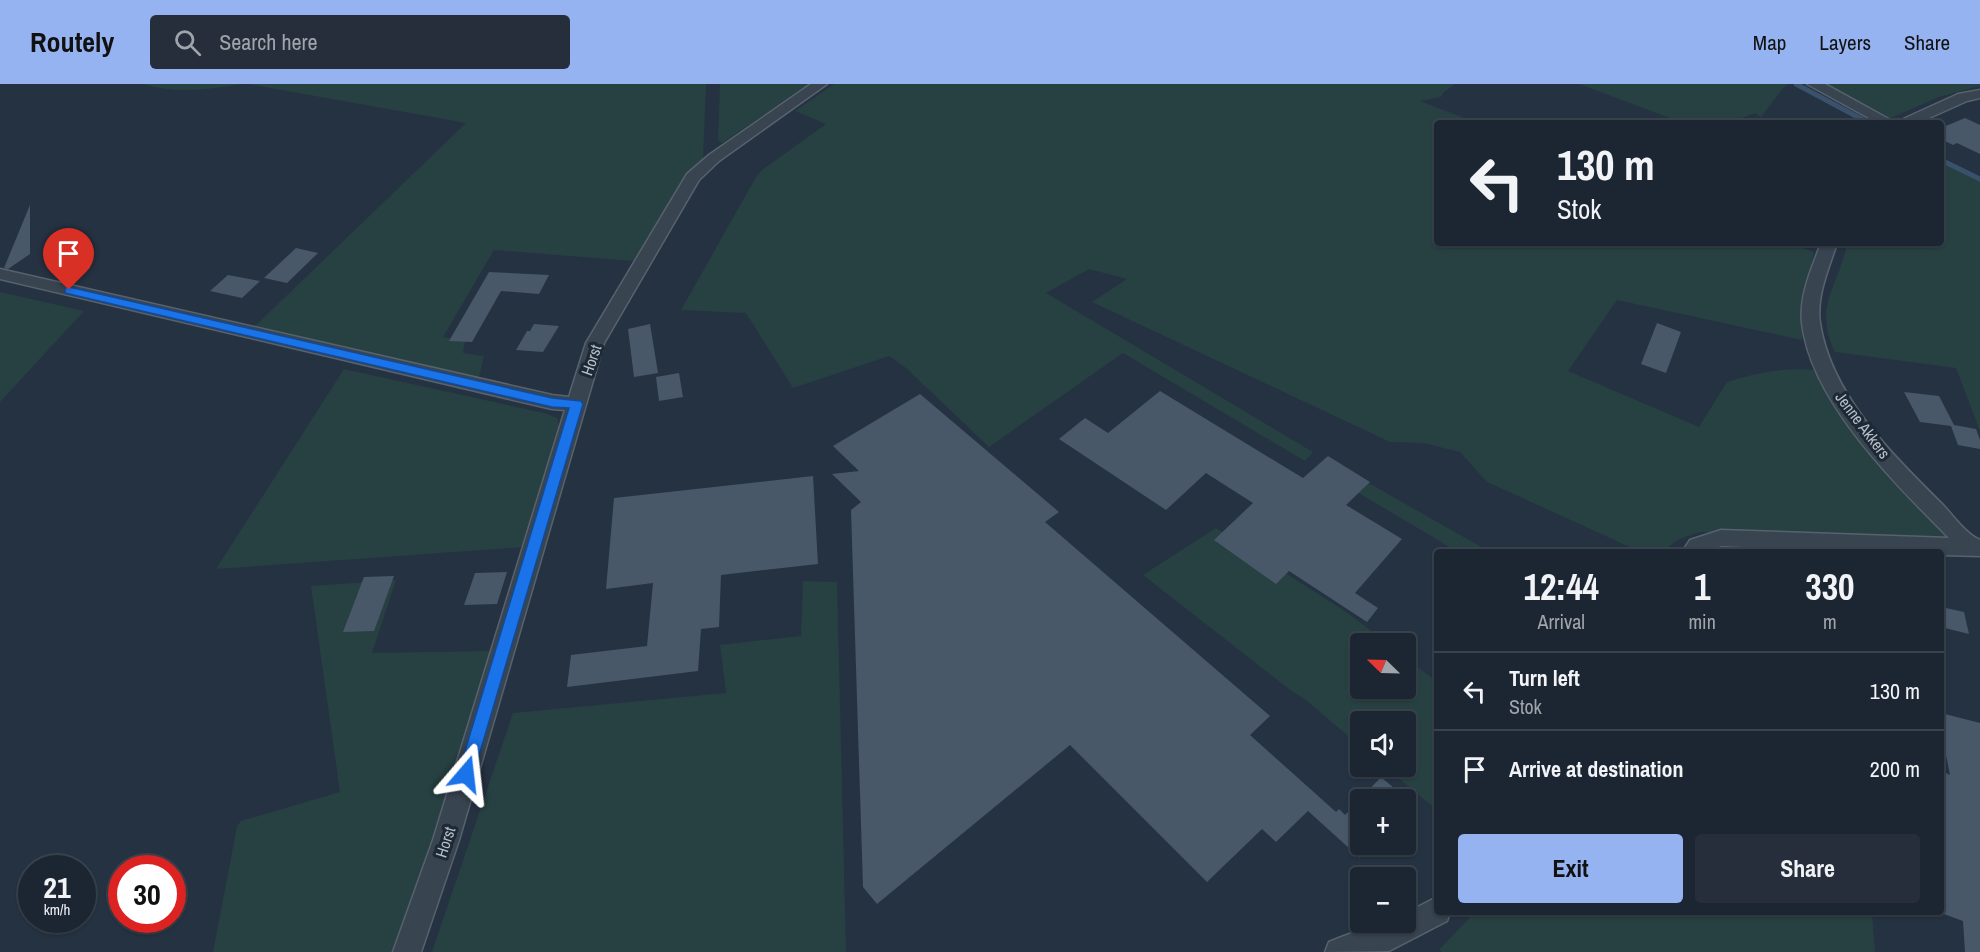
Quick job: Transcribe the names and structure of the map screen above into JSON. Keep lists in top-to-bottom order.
{
  "streets": {
    "street": ["Horst", "Jenne Akkers"]
  },
  "north": "top left",
  "page": {
    "header": "Routely",
    "search": "Search here",
    "nav": ["Map", "Layers", "Share"],
    "turn": ["130 m", "Stok"],
    "eta": [
      "12:44",
      "Arrival",
      "1",
      "min",
      "330",
      "m"
    ],
    "map_buttons": ["+", "−"],
    "list": [
      {
        "name": "Turn left",
        "note": "Stok",
        "value": "130 m"
      },
      {
        "name": "Arrive at destination",
        "value": "200 m"
      }
    ],
    "buttons": ["Exit", "Share"],
    "speed": "21 km/h",
    "limit": "30"
  }
}
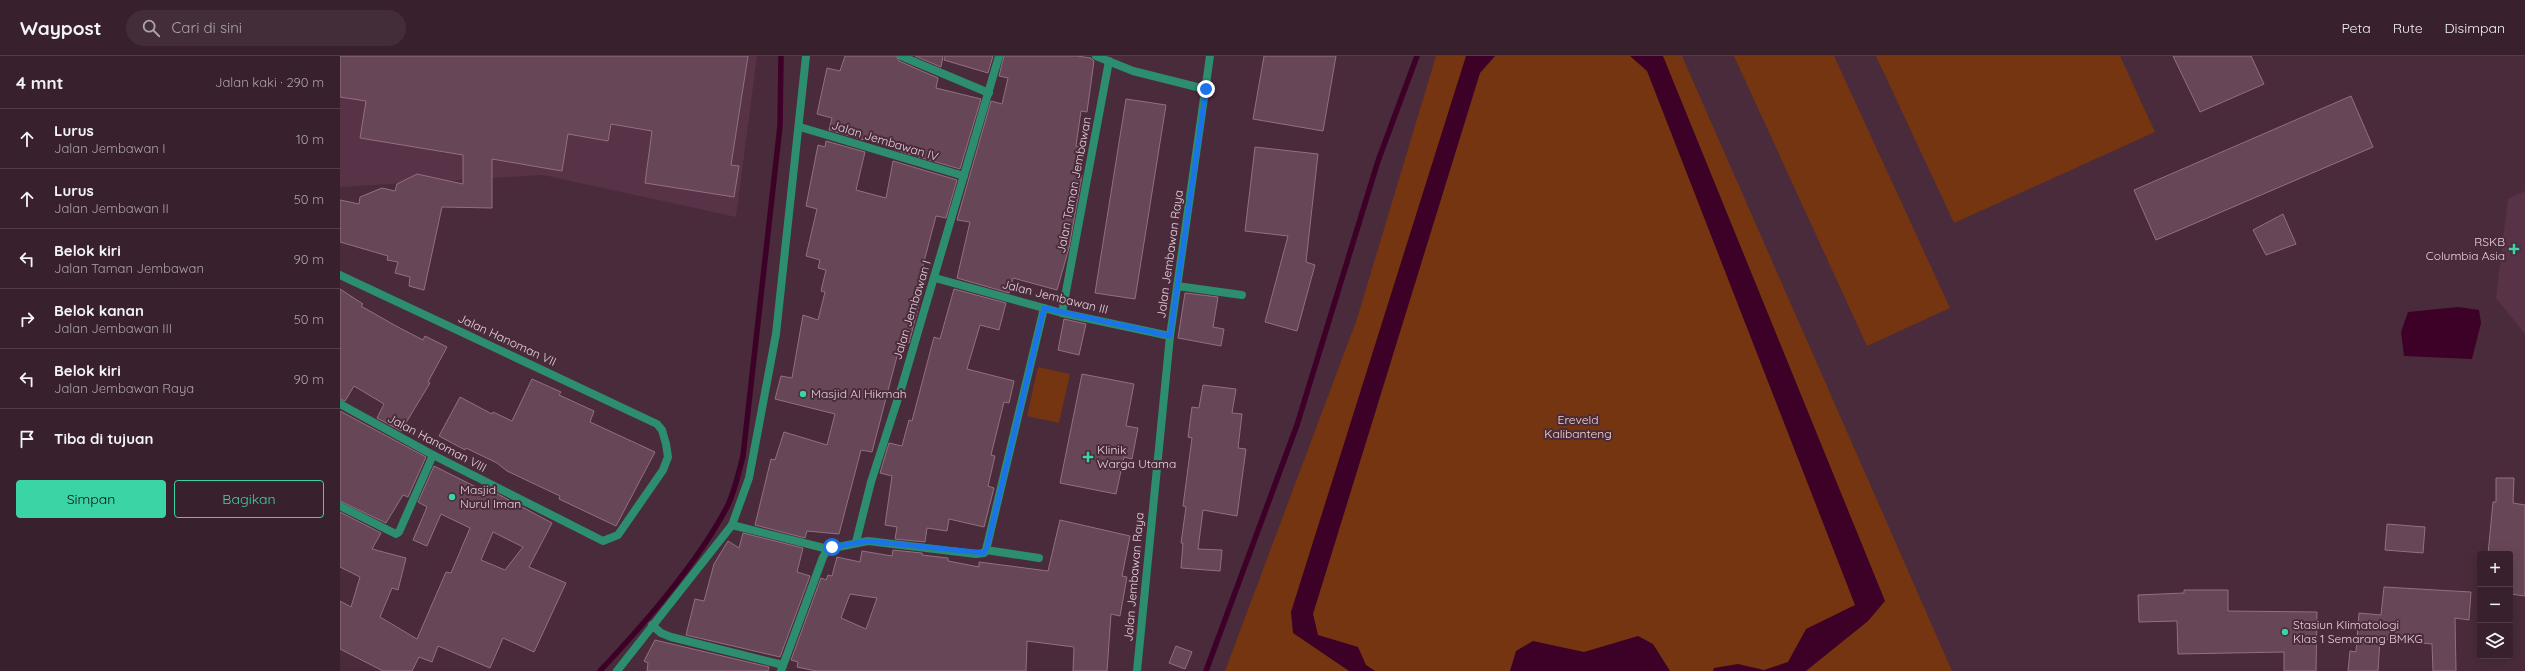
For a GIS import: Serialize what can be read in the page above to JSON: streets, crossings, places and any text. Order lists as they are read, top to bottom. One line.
{"streets":{"street":["Jalan Jembawan IV","Jalan Taman Jembawan","Jalan Jembawan Raya","Jalan Jembawan III","Jalan Jembawan I","Jalan Hanoman VII","Jalan Hanoman VIII"]},"crossings":[["Jalan Jembawan IV","Jalan Jembawan I"],["Jalan Taman Jembawan","Jalan Jembawan III"],["Jalan Jembawan Raya","Jalan Jembawan III"],["Jalan Jembawan III","Jalan Jembawan I"],["Jalan Hanoman VII","Jalan Hanoman VIII"]],"parks":["Ereveld Kalibanteng"],"places":{"health":["RSKB Columbia Asia","Klinik Warga Utama"],"other":["Masjid Al Hikmah","Masjid Nurul Iman","Stasiun Klimatologi Klas 1 Semarang BMKG"]},"page":{"header":"Waypost","search":"Cari di sini","nav":["Peta","Rute","Disimpan"],"heading":["4 mnt","Jalan kaki · 290 m"],"list":[["Lurus","Jalan Jembawan I","10 m"],["Lurus","Jalan Jembawan II","50 m"],["Belok kiri","Jalan Taman Jembawan","90 m"],["Belok kanan","Jalan Jembawan III","50 m"],["Belok kiri","Jalan Jembawan Raya","90 m"],"Tiba di tujuan"],"buttons":["Simpan","Bagikan"],"map_buttons":["+","−"]}}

★ ★ ★ ★ ★ ★ ★

◆ DESCRIPTION OF THE TASK
Write out the whole listing verbatim, images excluded.

◆ EXERCISE ANSWER
Quick job: Transcribe the names and structure of the map screen above into JSON. Keep lists in top-to-bottom order.
{
  "streets": {
    "street": ["Horst", "Jenne Akkers"]
  },
  "north": "top left",
  "page": {
    "header": "Routely",
    "search": "Search here",
    "nav": ["Map", "Layers", "Share"],
    "turn": ["130 m", "Stok"],
    "eta": [
      "12:44",
      "Arrival",
      "1",
      "min",
      "330",
      "m"
    ],
    "map_buttons": ["+", "−"],
    "list": [
      {
        "name": "Turn left",
        "note": "Stok",
        "value": "130 m"
      },
      {
        "name": "Arrive at destination",
        "value": "200 m"
      }
    ],
    "buttons": ["Exit", "Share"],
    "speed": "21 km/h",
    "limit": "30"
  }
}
For a GIS import: Serialize what can be read in the page above to JSON: streets, crossings, places and any text. Order lists as they are read, top to bottom. One line.
{"streets":{"street":["Jalan Jembawan IV","Jalan Taman Jembawan","Jalan Jembawan Raya","Jalan Jembawan III","Jalan Jembawan I","Jalan Hanoman VII","Jalan Hanoman VIII"]},"crossings":[["Jalan Jembawan IV","Jalan Jembawan I"],["Jalan Taman Jembawan","Jalan Jembawan III"],["Jalan Jembawan Raya","Jalan Jembawan III"],["Jalan Jembawan III","Jalan Jembawan I"],["Jalan Hanoman VII","Jalan Hanoman VIII"]],"parks":["Ereveld Kalibanteng"],"places":{"health":["RSKB Columbia Asia","Klinik Warga Utama"],"other":["Masjid Al Hikmah","Masjid Nurul Iman","Stasiun Klimatologi Klas 1 Semarang BMKG"]},"page":{"header":"Waypost","search":"Cari di sini","nav":["Peta","Rute","Disimpan"],"heading":["4 mnt","Jalan kaki · 290 m"],"list":[["Lurus","Jalan Jembawan I","10 m"],["Lurus","Jalan Jembawan II","50 m"],["Belok kiri","Jalan Taman Jembawan","90 m"],["Belok kanan","Jalan Jembawan III","50 m"],["Belok kiri","Jalan Jembawan Raya","90 m"],"Tiba di tujuan"],"buttons":["Simpan","Bagikan"],"map_buttons":["+","−"]}}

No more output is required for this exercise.